ABOUT THIS EXERCISE
Report each line of the entries below that includes "rotate".

RECORDS
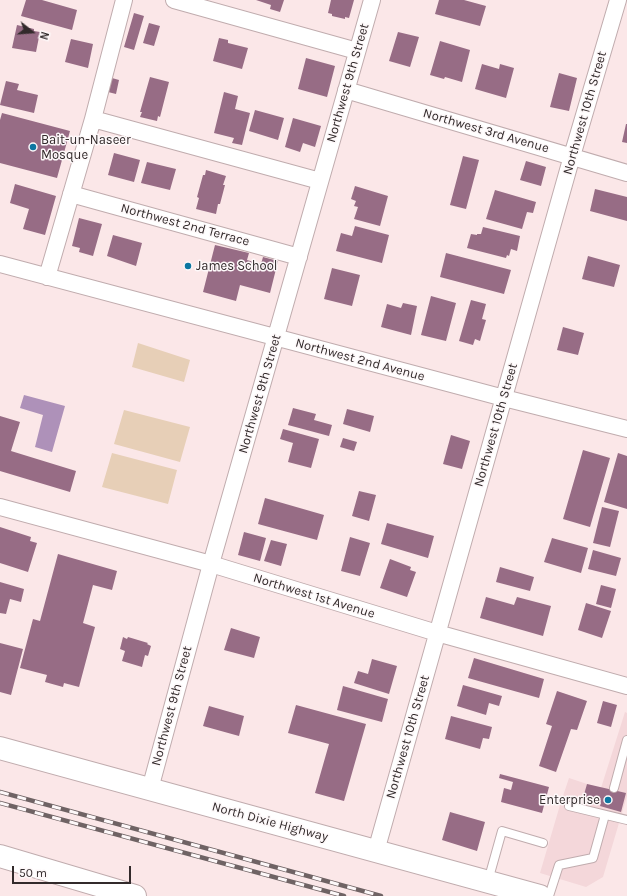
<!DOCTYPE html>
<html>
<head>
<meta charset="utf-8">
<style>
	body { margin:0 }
	#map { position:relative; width:627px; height:896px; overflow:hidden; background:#fbe7e8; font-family:Karla,sans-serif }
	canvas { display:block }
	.north { position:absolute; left:12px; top:12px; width:40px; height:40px; -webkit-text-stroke:3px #fdf8f9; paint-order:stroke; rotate:107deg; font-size:11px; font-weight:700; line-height:16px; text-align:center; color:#322a2b }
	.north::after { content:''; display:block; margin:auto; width:14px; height:18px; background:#322a2b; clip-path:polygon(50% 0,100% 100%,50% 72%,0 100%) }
	.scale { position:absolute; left:12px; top:866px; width:119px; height:18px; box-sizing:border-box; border:2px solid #322a2b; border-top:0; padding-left:5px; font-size:12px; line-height:14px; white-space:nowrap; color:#322a2b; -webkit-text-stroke:3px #fdf8f9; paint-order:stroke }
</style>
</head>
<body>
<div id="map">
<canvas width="627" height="896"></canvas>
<div class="north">N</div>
<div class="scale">50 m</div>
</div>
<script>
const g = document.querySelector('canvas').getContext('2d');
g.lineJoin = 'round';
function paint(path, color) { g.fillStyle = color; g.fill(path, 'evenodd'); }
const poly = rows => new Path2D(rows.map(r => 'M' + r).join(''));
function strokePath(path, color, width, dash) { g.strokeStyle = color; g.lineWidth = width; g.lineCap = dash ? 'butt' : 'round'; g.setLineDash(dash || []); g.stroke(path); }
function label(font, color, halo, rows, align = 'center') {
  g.font = font + ' Karla,sans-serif'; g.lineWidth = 3; g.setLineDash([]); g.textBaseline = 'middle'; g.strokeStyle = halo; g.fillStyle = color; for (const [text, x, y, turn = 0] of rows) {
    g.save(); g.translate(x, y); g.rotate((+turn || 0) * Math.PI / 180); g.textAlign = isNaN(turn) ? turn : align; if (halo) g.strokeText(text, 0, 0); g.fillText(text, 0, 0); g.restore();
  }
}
paint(poly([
	[625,712,627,713,627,796,603,877,586,887,540,873,560,805,569,778,587,784,601,788]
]), '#f4d7da');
paint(poly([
	[138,343,190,360,184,382,132,367],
	[124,410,190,427,180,462,114,444],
	[112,453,177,470,168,504,102,487]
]), '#e7cfb7');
paint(poly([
	[24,395,65,406,52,452,35,447,43,415,20,408]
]), '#ae91b9');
paint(poly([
	[26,0,42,0,77,10,72,30,21,16],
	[256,0,284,0,280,12,270,9,271,5],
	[331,0,354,0,349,18,345,17,345,19,332,16,332,14,328,13],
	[439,0,464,0,486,6,480,26,435,14],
	[134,13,144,16,134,50,124,47],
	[149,23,160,26,154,46,143,43],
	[17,25,34,29,34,31,40,32,36,52,12,48],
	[398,32,419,37,410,67,389,61],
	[219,38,228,40,228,43,248,48,242,69,213,61],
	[71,39,93,44,88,68,65,62],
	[440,41,470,50,462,82,445,77,444,79,430,75],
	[306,58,335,66,327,97,298,89],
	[482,64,499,69,500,64,514,68,506,98,475,89],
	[559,73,577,78,569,111,550,107],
	[150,77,169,82,160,117,158,116,157,121,140,117,142,112,140,112],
	[112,78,119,80,116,94,108,92],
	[6,81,19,84,17,90,38,95,34,113,0,105],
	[224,92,238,96,235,109,250,113,242,145,232,143,234,138,214,133],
	[255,110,284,118,278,140,249,131],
	[2,113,70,131,57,178,0,163,0,120],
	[293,118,321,126,315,147,303,143,300,152,285,147],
	[626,124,627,124,627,143,622,142],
	[114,153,140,160,134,182,108,175],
	[463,156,479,160,466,209,450,205],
	[526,161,546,167,541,186,520,180],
	[147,162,176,169,170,190,141,183],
	[206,170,226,176,223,185,225,185,220,204,218,204,216,214,196,209,199,198,197,197,203,175,205,175],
	[15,184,56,196,45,235,23,229,29,209,10,203],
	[355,186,388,196,380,226,354,219,358,207,354,206,356,201,351,199],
	[595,189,627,197,627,221,590,211],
	[495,190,536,202,533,213,527,212,522,229,486,219],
	[79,218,102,224,93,256,79,252,80,248,72,246],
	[355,226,389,235,382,263,336,251,341,233,352,236],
	[483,227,520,236,517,251,511,249,509,256,507,255,506,258,467,248,471,234,477,235,477,234,481,234],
	[113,235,142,243,136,266,107,256],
	[215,245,249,253,247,260,261,264,263,257,278,261,270,293,240,285,236,301,203,292],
	[446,253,511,270,504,294,440,277],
	[588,256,620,265,614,287,582,279],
	[332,268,360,275,352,306,324,299],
	[431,296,456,303,446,341,421,335],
	[471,300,486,304,482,319,486,320,480,341,475,339,473,345,459,341],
	[403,303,417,306,411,335,381,327,387,304,401,308],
	[563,327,584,333,578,355,557,350],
	[293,408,316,414,314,420,332,425,329,436,288,425],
	[347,409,374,416,370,432,343,424],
	[0,416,20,422,11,451,76,471,70,492,0,471],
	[283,429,319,439,311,468,288,462,293,443,280,439],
	[451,435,470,441,462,469,443,464],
	[343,438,357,442,354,451,340,447],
	[583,450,610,458,590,527,563,519],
	[618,453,627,456,627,509,604,502],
	[359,491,376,495,369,521,352,516],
	[265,498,324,515,317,540,258,524],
	[602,507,619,511,610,547,593,543],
	[387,523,434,536,428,558,381,544],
	[0,527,31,537,30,541,37,543,28,572,0,563],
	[244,532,266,538,260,561,238,555],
	[350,537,370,543,360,576,341,571],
	[552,538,588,548,581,573,544,562],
	[271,540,287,544,281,566,264,561],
	[593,550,621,558,616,576,588,569],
	[58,554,117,571,112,590,93,585,83,623,95,627,79,687,64,683,63,687,45,682,47,675,20,668,33,619,40,621],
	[390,559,411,567,410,570,416,572,407,597,380,588],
	[500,567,534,577,530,591,496,582],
	[0,582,24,589,21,602,10,599,6,614,0,613],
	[601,585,616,589,611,608,596,604],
	[486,597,514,605,517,597,551,606,543,636,480,618],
	[586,603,611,611,602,638,578,630],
	[231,628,260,637,254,658,224,650],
	[123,637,127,639,128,637,148,643,147,644,151,646,148,656,145,655,142,667,122,661,125,651,120,649],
	[0,643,23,649,11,695,0,692],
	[474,658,544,679,539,698,468,678],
	[372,659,397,666,389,694,354,683,358,671,368,674],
	[463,685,502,696,499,706,489,703,486,715,457,706],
	[343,686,388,699,382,722,337,710],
	[557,691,587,701,577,730,571,729,556,772,539,766,552,726,546,724],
	[603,701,617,705,611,727,597,723],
	[296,705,366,724,344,801,315,793,329,744,288,733],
	[209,706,244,716,239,736,203,726],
	[451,716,492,727,489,739,483,738,480,749,445,739],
	[500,774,549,787,542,813,501,802,504,788,511,790,513,782,499,778],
	[587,784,626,793,621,812,600,806,601,803,583,798],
	[450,812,485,822,477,851,442,840]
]), '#976c85');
const service = poly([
	[614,788,627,740],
	[569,806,627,820],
	[488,881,502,831,543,843],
	[549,896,559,865,593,858,605,815]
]);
const minor = poly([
	[174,0,357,51],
	[346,90,627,173],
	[93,119,320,181],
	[71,194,299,257],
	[0,264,504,398,627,429],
	[47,277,93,119,124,0],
	[0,507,211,564,437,633,627,686],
	[150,789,211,564,372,0],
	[376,851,572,156,618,0]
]);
const primary = poly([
	[0,748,540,896],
	[0,856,135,896]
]);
strokePath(service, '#c0acae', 10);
strokePath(minor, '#c0acae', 18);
strokePath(primary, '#c0acae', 24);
strokePath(service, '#fff', 8);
strokePath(minor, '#fff', 16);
strokePath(primary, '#fff', 22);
const rail = poly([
	[0,792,381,896],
	[0,803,344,896]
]);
strokePath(rail, '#6f6364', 4.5);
strokePath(rail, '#fdf8f9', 3, [9]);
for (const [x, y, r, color] of [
	[33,147,4,"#0c76a1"],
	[188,266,4,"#0c76a1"],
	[608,800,4,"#0c76a1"]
]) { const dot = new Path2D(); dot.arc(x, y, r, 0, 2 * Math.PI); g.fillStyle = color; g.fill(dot); strokePath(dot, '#fdf8f9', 1.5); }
label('13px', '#322a2b', '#fdf8f9', [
	["Northwest 9th Street",348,83,-74],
	["Northwest 10th Street",585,113,-74],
	["Northwest 3rd Avenue",486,131,16],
	["Northwest 2nd Terrace",185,225,15],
	["Northwest 2nd Avenue",360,360,15],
	["Northwest 9th Street",260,394,-74],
	["Northwest 10th Street",496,425,-74],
	["Northwest 1st Avenue",314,596,17],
	["Northwest 9th Street",172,706,-75],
	["Northwest 10th Street",408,737,-74],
	["North Dixie Highway",270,822,15]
]);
label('13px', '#322a2b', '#fdf8f9', [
	["Bait-un-Naseer",41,140],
	["Mosque",41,155],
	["James School",196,266],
	["Enterprise",600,800,"right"]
], 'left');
</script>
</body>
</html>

SOLUTION
	.north { position:absolute; left:12px; top:12px; width:40px; height:40px; -webkit-text-stroke:3px #fdf8f9; paint-order:stroke; rotate:107deg; font-size:11px; font-weight:700; line-height:16px; text-align:center; color:#322a2b }
    g.save(); g.translate(x, y); g.rotate((+turn || 0) * Math.PI / 180); g.textAlign = isNaN(turn) ? turn : align; if (halo) g.strokeText(text, 0, 0); g.fillText(text, 0, 0); g.restore();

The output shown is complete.